- Records to use
───

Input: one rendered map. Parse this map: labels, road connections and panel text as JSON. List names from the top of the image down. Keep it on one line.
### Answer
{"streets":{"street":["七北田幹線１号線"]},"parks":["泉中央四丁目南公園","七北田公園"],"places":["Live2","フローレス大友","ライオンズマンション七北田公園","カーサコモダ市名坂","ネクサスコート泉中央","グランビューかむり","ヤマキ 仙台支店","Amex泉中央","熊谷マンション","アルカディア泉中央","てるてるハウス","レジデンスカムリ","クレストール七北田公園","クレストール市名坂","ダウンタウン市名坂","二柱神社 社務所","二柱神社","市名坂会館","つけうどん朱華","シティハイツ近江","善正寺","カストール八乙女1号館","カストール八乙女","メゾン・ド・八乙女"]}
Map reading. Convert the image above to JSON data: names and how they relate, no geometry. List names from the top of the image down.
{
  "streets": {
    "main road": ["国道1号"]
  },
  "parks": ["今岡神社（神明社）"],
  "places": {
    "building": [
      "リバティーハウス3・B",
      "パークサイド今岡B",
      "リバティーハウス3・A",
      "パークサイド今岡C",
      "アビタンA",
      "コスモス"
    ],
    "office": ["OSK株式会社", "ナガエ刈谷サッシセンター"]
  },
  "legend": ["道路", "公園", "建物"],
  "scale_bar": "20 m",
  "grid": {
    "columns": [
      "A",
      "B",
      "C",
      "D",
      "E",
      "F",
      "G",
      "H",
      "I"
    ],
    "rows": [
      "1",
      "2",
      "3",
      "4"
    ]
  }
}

───

- Exercise requirements
Your answer should consist only of the lines from the one with "Map reading. Convert" through the end of the data above, reproduced exactly.

- Finished exercise
Map reading. Convert the image above to JSON data: names and how they relate, no geometry. List names from the top of the image down.
{
  "streets": {
    "main road": ["国道1号"]
  },
  "parks": ["今岡神社（神明社）"],
  "places": {
    "building": [
      "リバティーハウス3・B",
      "パークサイド今岡B",
      "リバティーハウス3・A",
      "パークサイド今岡C",
      "アビタンA",
      "コスモス"
    ],
    "office": ["OSK株式会社", "ナガエ刈谷サッシセンター"]
  },
  "legend": ["道路", "公園", "建物"],
  "scale_bar": "20 m",
  "grid": {
    "columns": [
      "A",
      "B",
      "C",
      "D",
      "E",
      "F",
      "G",
      "H",
      "I"
    ],
    "rows": [
      "1",
      "2",
      "3",
      "4"
    ]
  }
}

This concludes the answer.